Niedawno wybrany Prezydent Francji, Francois Hollande, obiecywał w wyborach złote góry. Jak nakazuje najlepsza praktyka populizmu postanowił „przyłożyć bogatym, aby dać biednym”. Czyli stary, dobry Robin Hood. O ile jednak w bajkach Robin z Locksley w najlepszy łupił pasibrzuchy, zaś w nagrodę zdobywał serca pięknych kobiet, to rzeczywistość wygląda inaczej. Piękną kobietę, Carlę Bruni, zdobył Nicolas Sarkozy jakby co.
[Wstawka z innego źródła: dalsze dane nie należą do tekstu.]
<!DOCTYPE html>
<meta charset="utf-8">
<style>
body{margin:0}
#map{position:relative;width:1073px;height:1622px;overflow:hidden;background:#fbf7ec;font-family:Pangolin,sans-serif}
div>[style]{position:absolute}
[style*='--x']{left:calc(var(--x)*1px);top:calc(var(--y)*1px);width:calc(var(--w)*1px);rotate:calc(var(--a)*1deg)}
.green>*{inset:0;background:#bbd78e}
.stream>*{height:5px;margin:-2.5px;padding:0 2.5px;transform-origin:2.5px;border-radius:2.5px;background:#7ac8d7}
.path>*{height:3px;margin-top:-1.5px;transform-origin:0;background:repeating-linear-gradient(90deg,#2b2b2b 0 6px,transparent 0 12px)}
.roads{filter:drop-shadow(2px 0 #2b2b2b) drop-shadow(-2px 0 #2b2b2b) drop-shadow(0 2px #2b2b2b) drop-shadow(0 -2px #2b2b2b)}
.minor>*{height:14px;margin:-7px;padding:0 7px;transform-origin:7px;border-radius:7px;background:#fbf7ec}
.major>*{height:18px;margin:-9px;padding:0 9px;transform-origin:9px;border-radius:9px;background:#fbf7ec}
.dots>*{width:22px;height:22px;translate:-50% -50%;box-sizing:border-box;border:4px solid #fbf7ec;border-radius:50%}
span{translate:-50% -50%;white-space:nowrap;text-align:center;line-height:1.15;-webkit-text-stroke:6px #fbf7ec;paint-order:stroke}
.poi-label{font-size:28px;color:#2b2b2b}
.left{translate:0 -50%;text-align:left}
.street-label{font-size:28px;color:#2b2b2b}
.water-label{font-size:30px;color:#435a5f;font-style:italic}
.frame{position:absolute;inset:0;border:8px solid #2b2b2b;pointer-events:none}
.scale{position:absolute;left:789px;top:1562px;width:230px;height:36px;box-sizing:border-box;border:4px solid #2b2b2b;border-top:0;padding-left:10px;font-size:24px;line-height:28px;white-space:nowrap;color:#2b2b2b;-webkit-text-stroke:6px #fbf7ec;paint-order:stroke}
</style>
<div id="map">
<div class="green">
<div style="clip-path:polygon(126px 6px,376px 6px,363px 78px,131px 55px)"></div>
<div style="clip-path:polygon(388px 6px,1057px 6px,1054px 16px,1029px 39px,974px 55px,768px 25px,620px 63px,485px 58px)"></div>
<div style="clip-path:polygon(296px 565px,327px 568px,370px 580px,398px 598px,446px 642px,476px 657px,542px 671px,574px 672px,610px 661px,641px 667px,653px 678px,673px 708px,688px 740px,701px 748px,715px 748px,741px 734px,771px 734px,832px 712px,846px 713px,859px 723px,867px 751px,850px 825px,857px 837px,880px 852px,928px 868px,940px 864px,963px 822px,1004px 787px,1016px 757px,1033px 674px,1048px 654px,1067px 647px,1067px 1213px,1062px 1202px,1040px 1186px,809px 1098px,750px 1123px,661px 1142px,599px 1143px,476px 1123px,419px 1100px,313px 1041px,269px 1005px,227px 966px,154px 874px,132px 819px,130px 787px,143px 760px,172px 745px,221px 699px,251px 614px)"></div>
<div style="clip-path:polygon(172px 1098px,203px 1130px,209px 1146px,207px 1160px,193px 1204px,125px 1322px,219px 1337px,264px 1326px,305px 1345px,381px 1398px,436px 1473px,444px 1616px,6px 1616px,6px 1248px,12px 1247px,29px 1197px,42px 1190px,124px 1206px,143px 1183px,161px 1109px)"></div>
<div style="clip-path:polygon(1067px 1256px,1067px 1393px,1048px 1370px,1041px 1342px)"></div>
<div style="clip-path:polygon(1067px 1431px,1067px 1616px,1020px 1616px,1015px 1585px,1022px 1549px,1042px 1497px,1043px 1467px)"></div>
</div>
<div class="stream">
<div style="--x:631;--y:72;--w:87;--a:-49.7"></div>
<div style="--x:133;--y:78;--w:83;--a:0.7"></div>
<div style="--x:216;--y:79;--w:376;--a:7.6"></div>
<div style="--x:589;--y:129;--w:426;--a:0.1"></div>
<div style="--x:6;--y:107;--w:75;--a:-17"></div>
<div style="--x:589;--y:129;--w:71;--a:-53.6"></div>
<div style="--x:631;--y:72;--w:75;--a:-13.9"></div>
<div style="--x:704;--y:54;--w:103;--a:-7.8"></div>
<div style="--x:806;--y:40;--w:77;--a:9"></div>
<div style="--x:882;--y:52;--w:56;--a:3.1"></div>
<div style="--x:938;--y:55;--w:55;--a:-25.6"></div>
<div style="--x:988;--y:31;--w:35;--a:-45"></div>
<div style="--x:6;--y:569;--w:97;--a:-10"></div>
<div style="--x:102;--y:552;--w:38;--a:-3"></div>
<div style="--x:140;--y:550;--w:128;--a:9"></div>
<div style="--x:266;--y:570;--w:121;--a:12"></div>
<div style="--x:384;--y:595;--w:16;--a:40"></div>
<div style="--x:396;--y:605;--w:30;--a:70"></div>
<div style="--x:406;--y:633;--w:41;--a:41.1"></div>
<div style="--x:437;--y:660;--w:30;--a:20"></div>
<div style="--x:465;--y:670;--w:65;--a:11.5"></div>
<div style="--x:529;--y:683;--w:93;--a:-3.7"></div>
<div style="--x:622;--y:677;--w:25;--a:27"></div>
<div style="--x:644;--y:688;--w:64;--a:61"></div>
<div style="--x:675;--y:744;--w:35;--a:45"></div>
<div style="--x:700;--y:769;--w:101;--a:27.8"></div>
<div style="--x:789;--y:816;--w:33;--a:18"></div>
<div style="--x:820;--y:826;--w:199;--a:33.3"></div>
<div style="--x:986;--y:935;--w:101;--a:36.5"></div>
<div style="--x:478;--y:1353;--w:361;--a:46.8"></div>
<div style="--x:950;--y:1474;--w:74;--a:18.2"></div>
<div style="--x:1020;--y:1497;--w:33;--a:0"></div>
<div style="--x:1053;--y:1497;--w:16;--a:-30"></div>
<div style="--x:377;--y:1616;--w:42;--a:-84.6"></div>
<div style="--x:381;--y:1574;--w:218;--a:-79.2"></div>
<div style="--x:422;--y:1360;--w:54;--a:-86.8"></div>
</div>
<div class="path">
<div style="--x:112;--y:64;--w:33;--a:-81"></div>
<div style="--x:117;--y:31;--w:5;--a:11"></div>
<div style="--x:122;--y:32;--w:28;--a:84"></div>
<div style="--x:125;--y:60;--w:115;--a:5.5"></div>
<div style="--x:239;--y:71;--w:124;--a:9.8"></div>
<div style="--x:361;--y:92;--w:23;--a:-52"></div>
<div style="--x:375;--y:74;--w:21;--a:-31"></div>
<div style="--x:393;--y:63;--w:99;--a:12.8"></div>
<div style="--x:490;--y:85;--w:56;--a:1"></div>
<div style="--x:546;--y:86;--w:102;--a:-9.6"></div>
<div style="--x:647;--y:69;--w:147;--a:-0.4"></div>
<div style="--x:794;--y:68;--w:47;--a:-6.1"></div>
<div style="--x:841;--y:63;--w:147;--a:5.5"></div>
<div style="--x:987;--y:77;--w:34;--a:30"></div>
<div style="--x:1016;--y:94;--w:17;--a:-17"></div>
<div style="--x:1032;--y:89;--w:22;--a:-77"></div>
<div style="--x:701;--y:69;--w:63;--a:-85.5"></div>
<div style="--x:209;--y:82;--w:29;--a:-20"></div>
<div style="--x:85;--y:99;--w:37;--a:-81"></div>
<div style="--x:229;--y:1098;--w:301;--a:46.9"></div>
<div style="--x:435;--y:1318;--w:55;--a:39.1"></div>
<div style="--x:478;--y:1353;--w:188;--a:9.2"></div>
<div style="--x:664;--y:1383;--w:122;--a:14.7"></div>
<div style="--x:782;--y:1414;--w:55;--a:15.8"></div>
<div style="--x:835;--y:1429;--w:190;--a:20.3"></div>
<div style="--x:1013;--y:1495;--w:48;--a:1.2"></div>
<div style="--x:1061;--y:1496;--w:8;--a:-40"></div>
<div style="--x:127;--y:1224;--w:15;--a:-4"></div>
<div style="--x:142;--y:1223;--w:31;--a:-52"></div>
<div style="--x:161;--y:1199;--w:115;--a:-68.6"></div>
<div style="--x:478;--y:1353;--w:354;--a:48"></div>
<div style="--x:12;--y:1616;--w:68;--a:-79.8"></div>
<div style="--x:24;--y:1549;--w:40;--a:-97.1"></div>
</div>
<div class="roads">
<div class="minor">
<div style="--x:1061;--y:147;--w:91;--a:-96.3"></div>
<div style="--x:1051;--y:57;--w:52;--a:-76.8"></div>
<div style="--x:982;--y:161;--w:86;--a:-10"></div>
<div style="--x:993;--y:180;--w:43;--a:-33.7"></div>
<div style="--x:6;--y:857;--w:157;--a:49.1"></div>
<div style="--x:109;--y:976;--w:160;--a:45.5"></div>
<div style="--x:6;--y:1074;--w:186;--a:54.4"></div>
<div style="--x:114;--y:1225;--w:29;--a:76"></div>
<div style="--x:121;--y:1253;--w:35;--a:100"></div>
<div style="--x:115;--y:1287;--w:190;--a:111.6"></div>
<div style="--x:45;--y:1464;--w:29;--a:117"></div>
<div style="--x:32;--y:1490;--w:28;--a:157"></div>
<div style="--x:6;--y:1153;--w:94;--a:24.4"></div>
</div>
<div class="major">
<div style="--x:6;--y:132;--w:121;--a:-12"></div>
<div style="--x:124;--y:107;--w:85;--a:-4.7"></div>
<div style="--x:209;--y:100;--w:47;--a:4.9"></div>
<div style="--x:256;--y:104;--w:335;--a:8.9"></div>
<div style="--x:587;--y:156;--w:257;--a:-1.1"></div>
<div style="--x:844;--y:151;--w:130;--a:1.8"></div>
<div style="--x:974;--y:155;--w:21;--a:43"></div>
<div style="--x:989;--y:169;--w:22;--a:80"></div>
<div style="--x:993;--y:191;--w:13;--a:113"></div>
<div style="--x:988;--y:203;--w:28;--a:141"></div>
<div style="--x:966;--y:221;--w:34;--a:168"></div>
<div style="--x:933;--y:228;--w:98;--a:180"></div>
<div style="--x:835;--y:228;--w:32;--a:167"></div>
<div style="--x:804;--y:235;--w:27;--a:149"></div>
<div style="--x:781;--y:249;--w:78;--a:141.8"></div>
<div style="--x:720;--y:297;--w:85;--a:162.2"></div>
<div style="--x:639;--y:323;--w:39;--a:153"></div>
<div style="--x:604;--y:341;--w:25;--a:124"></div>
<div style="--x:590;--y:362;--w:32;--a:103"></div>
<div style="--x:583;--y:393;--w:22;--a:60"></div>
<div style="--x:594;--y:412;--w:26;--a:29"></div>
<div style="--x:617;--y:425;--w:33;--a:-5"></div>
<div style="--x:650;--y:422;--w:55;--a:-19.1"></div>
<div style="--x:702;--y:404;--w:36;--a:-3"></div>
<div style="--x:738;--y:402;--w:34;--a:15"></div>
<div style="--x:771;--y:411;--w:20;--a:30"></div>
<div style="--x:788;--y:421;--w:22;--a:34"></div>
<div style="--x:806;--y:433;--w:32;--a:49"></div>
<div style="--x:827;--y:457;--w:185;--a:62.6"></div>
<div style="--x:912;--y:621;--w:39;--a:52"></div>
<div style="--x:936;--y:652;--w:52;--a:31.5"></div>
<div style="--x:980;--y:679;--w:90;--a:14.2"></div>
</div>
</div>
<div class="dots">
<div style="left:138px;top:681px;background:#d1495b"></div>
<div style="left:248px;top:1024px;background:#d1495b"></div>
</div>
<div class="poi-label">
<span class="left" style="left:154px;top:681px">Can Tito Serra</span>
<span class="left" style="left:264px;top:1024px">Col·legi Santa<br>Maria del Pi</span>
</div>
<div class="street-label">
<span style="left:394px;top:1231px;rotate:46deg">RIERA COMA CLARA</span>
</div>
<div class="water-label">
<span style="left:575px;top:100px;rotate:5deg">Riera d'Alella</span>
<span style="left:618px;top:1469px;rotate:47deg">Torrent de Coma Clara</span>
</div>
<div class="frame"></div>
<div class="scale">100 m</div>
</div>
Zaś zamożni Francuzi, zamiast grzecznie i karnie płacić 75% podatku, a to ci zaskoczenie dziw nad dziwy i cud prawdziwy, postanowili poszukać krajów z mniej opresyjnym systemem podatkowym.

Taki Gerald Depardieu, znany na całym świecie francuski aktor, powiedział wyraźne „nie” zakusom rządu. Ja go doskonale rozumiem. Jakby mnie ktoś kazał płacić równie absurdalne podatki też bym zaczęła kombinować. To zwyczajne prowokowanie obywatela., Chcę uczciwie pracować dla mojego kraju i uczciwie się rozliczać. Nie zamierzam jednak dać się okradać w imię zdobycia taniego posłuchu. Podatki płacić trzeba  i doskonale to rozumiem. Ale 75% to kradzież w biały dzień, a nie uczciwe rozliczenie. Nie wiem jak ktokolwiek mógł wierzyć,  że ludzi zwyczajnie w świecie nie trafi szlag na podobne pomysły. Nie wiem jak ktokolwiek przypuszczał, że  pomysł przejdzie. Jak widać naiwne myślenie życzeniowe ma się całkiem dobrze. 
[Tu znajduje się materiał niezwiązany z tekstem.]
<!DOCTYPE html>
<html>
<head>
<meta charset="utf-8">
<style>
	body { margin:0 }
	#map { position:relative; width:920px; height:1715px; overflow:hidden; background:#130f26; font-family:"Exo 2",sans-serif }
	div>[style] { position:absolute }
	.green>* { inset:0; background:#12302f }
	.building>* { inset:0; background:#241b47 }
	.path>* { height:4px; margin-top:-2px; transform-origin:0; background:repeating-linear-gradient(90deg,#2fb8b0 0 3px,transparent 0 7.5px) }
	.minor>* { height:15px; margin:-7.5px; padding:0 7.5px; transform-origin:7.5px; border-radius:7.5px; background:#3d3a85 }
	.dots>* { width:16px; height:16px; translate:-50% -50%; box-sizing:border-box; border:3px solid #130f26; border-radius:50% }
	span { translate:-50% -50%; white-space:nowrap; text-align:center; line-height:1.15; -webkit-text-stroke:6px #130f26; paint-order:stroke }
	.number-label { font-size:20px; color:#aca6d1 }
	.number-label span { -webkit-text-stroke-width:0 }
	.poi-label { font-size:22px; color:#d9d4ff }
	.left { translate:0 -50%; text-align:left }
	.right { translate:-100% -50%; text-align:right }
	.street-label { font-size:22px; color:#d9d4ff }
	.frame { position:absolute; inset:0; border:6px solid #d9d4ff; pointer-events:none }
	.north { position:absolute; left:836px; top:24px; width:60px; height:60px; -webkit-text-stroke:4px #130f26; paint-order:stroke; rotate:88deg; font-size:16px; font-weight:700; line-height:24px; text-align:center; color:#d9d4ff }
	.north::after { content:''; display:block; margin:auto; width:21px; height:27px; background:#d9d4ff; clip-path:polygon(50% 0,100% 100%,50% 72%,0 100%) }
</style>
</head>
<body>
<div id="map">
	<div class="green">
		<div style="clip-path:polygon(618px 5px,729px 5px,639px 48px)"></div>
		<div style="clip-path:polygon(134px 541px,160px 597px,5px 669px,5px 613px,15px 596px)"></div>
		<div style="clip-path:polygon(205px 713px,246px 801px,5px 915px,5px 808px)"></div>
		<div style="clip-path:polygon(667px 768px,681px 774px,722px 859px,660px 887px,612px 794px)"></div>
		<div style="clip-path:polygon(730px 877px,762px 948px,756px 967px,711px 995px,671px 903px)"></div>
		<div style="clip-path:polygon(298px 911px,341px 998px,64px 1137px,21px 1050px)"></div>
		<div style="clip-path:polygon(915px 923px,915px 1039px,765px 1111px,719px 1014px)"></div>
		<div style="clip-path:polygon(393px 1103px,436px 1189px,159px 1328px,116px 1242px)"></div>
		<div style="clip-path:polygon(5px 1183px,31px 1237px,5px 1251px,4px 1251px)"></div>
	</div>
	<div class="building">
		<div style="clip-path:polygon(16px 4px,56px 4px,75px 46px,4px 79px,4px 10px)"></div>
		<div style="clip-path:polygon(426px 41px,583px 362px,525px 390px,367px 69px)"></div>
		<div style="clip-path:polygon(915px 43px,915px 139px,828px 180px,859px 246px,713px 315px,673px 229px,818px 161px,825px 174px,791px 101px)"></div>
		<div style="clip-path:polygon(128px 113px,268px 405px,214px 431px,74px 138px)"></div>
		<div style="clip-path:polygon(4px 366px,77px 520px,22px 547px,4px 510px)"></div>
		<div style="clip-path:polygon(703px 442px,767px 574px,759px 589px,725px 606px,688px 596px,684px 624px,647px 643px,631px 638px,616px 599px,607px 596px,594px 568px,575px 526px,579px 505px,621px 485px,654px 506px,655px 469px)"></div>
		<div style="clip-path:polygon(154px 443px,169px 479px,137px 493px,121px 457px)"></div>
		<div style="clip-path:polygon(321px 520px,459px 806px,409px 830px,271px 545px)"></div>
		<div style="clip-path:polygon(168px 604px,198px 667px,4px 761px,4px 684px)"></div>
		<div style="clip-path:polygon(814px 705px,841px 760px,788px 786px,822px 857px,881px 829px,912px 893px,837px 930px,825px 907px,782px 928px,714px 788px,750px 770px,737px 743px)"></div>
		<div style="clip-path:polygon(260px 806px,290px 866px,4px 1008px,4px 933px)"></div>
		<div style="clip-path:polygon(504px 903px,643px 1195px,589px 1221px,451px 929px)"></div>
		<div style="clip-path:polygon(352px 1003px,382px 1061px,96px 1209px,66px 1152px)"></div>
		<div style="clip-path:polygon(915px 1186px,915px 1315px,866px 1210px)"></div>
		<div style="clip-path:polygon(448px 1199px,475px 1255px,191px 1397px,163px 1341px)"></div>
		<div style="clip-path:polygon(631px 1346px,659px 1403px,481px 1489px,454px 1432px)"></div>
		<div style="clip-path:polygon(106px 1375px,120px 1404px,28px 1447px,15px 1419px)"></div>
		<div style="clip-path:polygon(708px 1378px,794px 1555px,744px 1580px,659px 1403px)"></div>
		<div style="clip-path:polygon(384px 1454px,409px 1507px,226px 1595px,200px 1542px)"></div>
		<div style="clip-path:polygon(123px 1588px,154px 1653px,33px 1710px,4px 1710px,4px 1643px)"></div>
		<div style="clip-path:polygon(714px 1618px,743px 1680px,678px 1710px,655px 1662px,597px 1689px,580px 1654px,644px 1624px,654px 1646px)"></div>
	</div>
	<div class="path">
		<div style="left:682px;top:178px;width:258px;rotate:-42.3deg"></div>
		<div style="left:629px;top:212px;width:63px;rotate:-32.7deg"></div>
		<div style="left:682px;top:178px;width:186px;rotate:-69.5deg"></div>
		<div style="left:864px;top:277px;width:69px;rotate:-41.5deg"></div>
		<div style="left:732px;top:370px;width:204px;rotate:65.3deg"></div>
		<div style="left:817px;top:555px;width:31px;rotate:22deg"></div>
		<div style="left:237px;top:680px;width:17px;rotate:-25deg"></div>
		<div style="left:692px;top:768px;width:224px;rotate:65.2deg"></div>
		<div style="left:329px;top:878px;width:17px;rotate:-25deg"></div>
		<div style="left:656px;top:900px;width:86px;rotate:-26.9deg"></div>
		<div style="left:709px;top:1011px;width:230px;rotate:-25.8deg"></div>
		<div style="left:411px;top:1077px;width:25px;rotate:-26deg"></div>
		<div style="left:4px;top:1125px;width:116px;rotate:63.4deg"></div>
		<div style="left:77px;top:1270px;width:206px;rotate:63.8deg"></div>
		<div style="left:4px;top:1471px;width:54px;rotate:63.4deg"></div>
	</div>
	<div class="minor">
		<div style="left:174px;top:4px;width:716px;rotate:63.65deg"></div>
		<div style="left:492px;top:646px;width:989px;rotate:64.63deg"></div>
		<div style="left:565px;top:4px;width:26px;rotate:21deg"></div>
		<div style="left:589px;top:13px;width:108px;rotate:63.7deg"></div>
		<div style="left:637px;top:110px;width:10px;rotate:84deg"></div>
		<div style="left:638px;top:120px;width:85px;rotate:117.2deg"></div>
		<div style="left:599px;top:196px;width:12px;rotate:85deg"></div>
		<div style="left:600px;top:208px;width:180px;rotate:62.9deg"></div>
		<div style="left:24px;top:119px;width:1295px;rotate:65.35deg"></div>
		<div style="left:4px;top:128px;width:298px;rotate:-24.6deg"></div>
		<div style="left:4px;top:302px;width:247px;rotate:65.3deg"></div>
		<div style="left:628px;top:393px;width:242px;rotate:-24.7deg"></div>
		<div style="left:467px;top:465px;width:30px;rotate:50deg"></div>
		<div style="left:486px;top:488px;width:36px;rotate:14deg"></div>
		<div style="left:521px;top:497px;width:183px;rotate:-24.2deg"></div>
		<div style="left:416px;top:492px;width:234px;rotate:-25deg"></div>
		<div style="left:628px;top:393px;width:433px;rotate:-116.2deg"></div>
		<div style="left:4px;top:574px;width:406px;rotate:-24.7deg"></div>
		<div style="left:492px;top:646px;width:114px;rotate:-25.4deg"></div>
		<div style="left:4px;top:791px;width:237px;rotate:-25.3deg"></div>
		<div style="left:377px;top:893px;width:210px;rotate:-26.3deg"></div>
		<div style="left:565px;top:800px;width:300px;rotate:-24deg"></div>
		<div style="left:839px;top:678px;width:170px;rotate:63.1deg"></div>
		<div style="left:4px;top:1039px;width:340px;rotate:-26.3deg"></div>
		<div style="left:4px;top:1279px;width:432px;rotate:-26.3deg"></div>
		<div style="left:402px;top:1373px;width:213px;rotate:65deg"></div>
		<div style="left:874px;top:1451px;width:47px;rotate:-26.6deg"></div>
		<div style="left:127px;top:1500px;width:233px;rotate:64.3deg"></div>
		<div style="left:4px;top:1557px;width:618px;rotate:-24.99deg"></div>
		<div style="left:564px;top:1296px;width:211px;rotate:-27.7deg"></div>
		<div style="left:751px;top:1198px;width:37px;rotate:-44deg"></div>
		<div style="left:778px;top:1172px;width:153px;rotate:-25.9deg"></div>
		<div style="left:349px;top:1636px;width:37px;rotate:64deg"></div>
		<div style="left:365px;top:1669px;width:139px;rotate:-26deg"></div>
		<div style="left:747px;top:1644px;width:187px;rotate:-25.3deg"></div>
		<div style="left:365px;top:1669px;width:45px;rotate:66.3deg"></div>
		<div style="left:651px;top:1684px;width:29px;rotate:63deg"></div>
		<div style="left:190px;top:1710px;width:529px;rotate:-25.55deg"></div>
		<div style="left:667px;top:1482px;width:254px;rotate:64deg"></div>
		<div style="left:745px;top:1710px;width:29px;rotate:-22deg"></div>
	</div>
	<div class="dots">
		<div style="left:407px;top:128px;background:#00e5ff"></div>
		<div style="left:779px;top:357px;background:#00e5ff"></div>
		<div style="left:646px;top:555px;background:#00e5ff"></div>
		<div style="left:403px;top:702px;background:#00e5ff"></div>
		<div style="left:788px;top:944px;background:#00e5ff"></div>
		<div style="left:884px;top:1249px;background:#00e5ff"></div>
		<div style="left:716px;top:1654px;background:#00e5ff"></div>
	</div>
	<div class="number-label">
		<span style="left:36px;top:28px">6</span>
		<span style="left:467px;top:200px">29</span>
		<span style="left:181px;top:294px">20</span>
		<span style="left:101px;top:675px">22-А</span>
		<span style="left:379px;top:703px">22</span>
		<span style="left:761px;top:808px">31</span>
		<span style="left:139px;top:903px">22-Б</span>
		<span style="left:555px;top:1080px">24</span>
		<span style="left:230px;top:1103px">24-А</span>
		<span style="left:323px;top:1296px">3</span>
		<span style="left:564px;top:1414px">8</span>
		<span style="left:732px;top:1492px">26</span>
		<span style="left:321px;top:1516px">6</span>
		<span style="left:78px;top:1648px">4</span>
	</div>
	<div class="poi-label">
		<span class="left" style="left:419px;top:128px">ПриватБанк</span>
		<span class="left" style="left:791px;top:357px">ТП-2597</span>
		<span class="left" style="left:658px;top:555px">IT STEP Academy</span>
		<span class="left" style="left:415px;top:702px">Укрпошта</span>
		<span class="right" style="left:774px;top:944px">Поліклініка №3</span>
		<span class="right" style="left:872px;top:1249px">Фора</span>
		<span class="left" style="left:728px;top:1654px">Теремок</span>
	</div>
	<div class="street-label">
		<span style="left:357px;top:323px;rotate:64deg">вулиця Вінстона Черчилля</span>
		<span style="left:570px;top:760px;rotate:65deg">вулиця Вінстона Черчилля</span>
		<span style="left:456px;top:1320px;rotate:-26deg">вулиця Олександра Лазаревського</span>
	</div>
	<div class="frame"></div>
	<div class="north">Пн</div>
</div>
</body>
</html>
(http://rt.com/files/art-and-culture/news/putin-depardieu-russian-passport-465/french-gerard-depardieu-actor.n.jpg)

Wspomniany Gerald Depardieu postanowił dać nogę na Wschód, a dokładniej do Rosji. Perspektywa zamiany 75% podatku na 13% brzmi całkiem kusząco. Po dostaniu zezwolenia na stały pobyt, a nawet obywatelstwa rosyjskiego, Depardieu nie będzie musiał nawet szukać podatkowego raju, że tam niby pracuje. Nie będzie musiał niczego chachmęcić w zeznaniach podatkowych. Po prostu uczciwie zapłaci o wiele bardziej rozsądną stawkę. Jak czytamy w serwisach informacyjnych, Prezydent Władimir Putin zapowiedział, że aktor będzie mile widzianym gościem w Rosji.

Muszę przyznać, że wiadomość mnie zaskoczyła. Zazwyczaj bowiem, jak już ktoś z  jakiegoś powodu dawał nogę, jak czuł, że państwo daje mu za bardzo w kość (tudzież po kieszeni) zazwyczaj uciekało się ze Wschodu na Zachód. Odwrotny kierunek uchodził raczej za coś niecodziennego. Jak widać socjaliści i populiści potrafią zmienić i to. Nawet wieloletnie kierunki migracji ludności. Faktycznie. Polityczna poprawność (vide oburzenie jakoby Miss Francji była zbyt „biała” i nie oddawała typu urody przeciętnej Francuzki) plus absurdalne obciążenia podatkowe sprawiają, że dla niektórych Wschód jawi się daleko mniej strasznym, niż to liberalne media przedstawiają. Miśki polarne, wbrew pozorom jakby kto nie wiedział, nie chodzą po przedmieściach Petersburga. Natomiast na przedmieściach dużych francuskich miast naprawdę można oberwać i od arabskich gangów. Tam nie wejdzie nikt przy zdrowych zmysłach, bo może nie wyjść w jednym kawałku.  Dzięki polityce multi-kulti i afirmacji wszystkiego co obce, imigranci potworzyli getta i robi się naprawdę niebezpiecznie. Zaś z uczciwie pracujących ludzi zdziera się socjał na utrzymanie między innymi i wielodzietnych rodzin panów w turbanach, co nie skalali rączek pracą.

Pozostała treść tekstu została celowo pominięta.